Banyak perusahaan beralih pada pengukuran kinerja yang lebih
menekankan pada nilai/value (Value Based management) dan salah satunya adalah EVA
atau nilai tambah eknomis. Menurut
Pradhono (2004:141),” VBM memiliki dua elemen kunci. Pertama penciptaan nilai bagi
pemegang saham (shareholders Value) sebagai ukuran kinerja internal
perusahaan yang mampu memotivasi manajemen mengejar tujuan perusahaan”.
Konsep EVA secara sederhana menyatakan bahwa
kinerja keuangan dikatakan baik apabila berhasil memperoleh laba di atas semua
biaya modalnya (cost of capital).
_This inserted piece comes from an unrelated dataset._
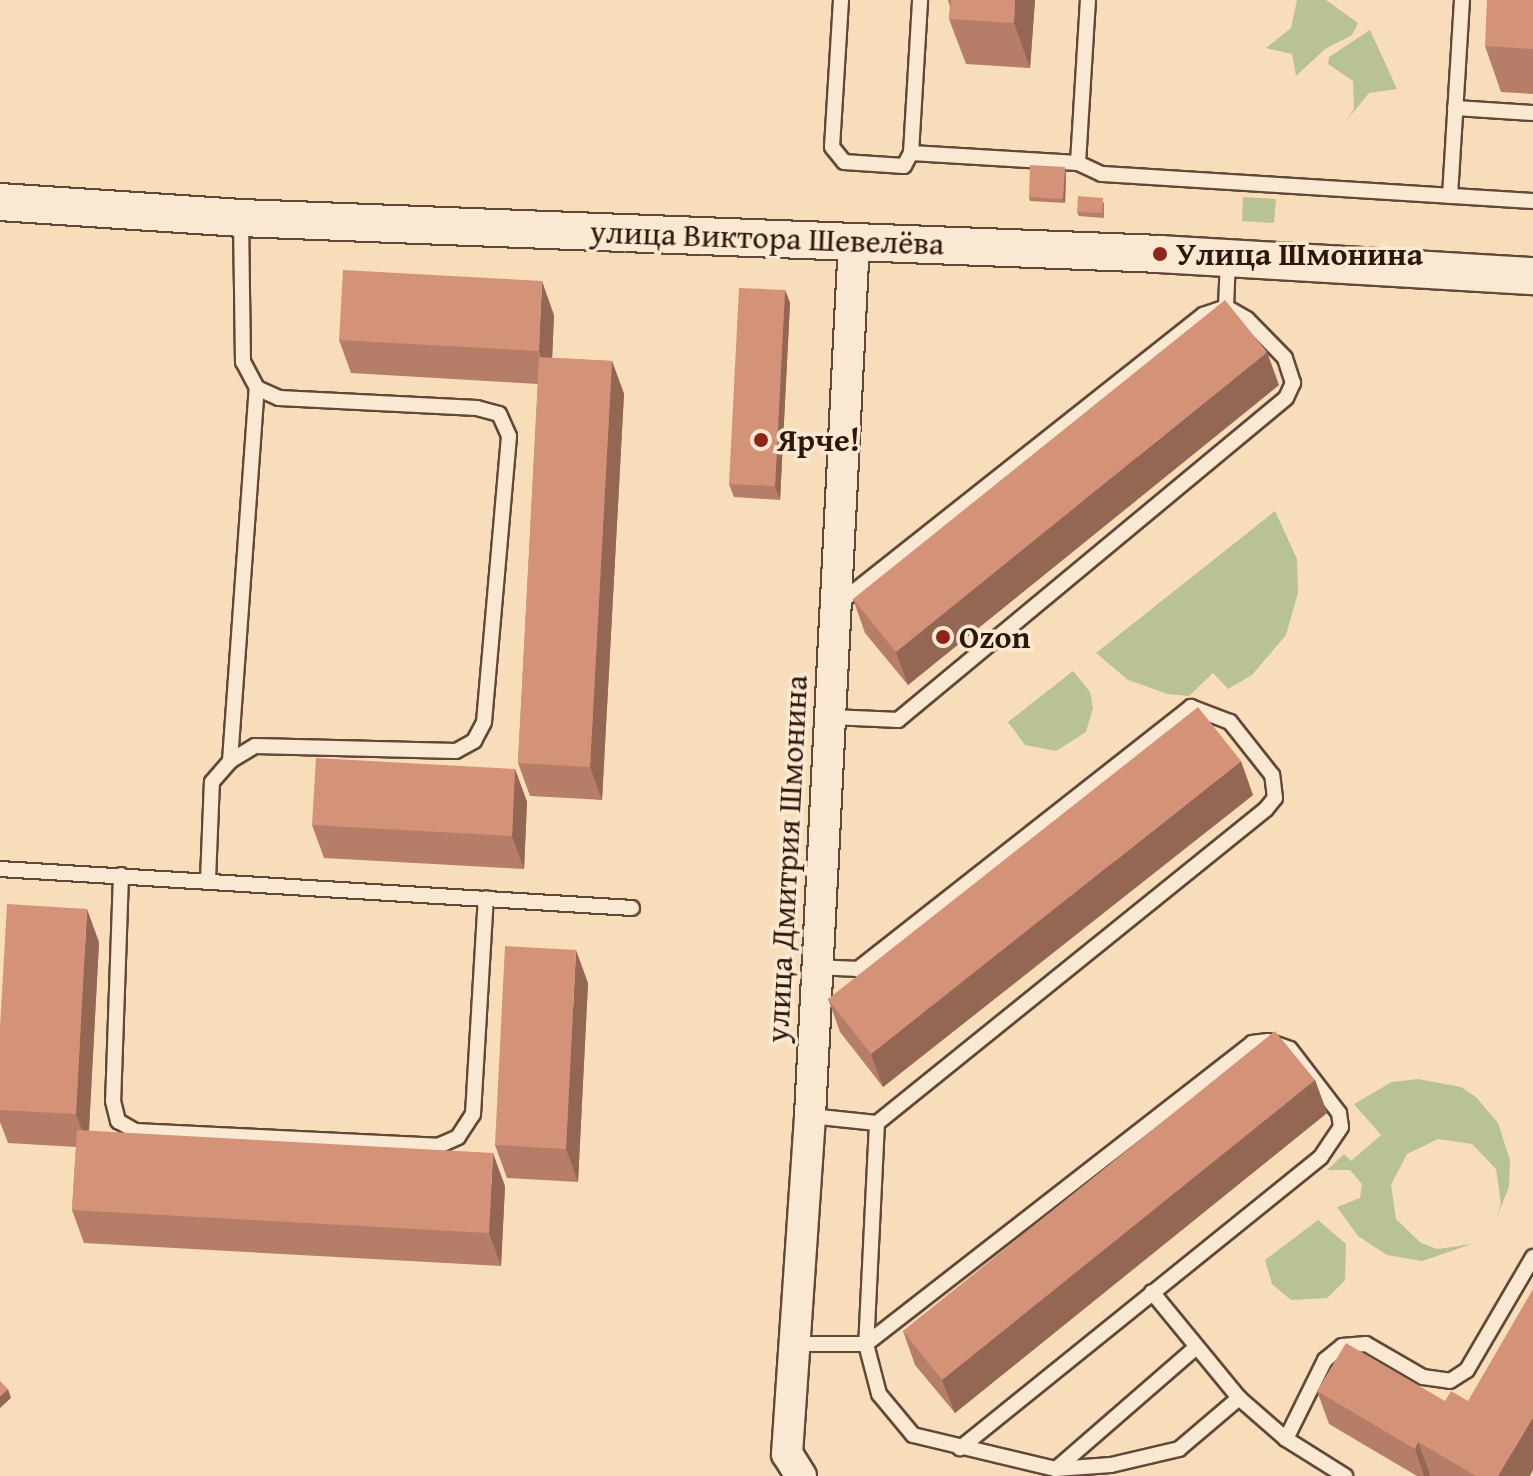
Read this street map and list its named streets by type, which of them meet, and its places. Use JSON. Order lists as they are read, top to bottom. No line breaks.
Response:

Secara matematis, EVA
dihitung dari laba setelah pajak
dikurangi dengan cost of capital tahunan. Inilah perbedaan yang nyata
antara laba akuntansi dengan laba secara EVA karena pada laba akuntansi, biaya modal
belum dikurangkan. Sementara dengan metode EVA, laba telah dikurangi dengan biaya modal
yang meliputi biaya utang dan biaya ekuitas.
EVA adalah alat ukur yang paling sesuai
untuk mengukur kinerja yang berkaitan langsung dengan kemakmuran pemegang saham
sepanjang waktu, karena EVA mempertimbangkan tingkat pengembalian
yang diharapkan oleh pemegang saham. Tingkat pengembalian (return)
yang diharapkan oleh para pemegang
saham adalah merupakan biaya bagi perusahaan, karena para pemegang saham juga
mendapatkan hasil atau keuntungan jika mereka melakukan investasinya dalam
bidang lain dengan tingkat risiko yang sama (opportunity cost).
dan EVA telah memperhitungkannya, sehingga
dihasilkanlah laba ekonomis atau economic profit. Laba ekonomis adalah laba yang
sebenarnya dari sebuah perusahaan, karena telah memperhitungkan semua komponen
biaya yang dikeluarkan untuk menghasilkan laba tersebut.
Dengan perhitungan biaya modal pada metode EVA, para penyandang dana akan mengetahui
dan dapat memilih investasi yang paling tepat. Dana yang ada dapat digunakan
dengan optimal, sehingga nilai perusahaan akan terus meningkat, berarti
kekayaan atau kemakmuran para pemegang saham juga meningkat. Dana kemakmuran
pemegang saham ini tercermin dari peningkatan harga saham yang dimilikinya.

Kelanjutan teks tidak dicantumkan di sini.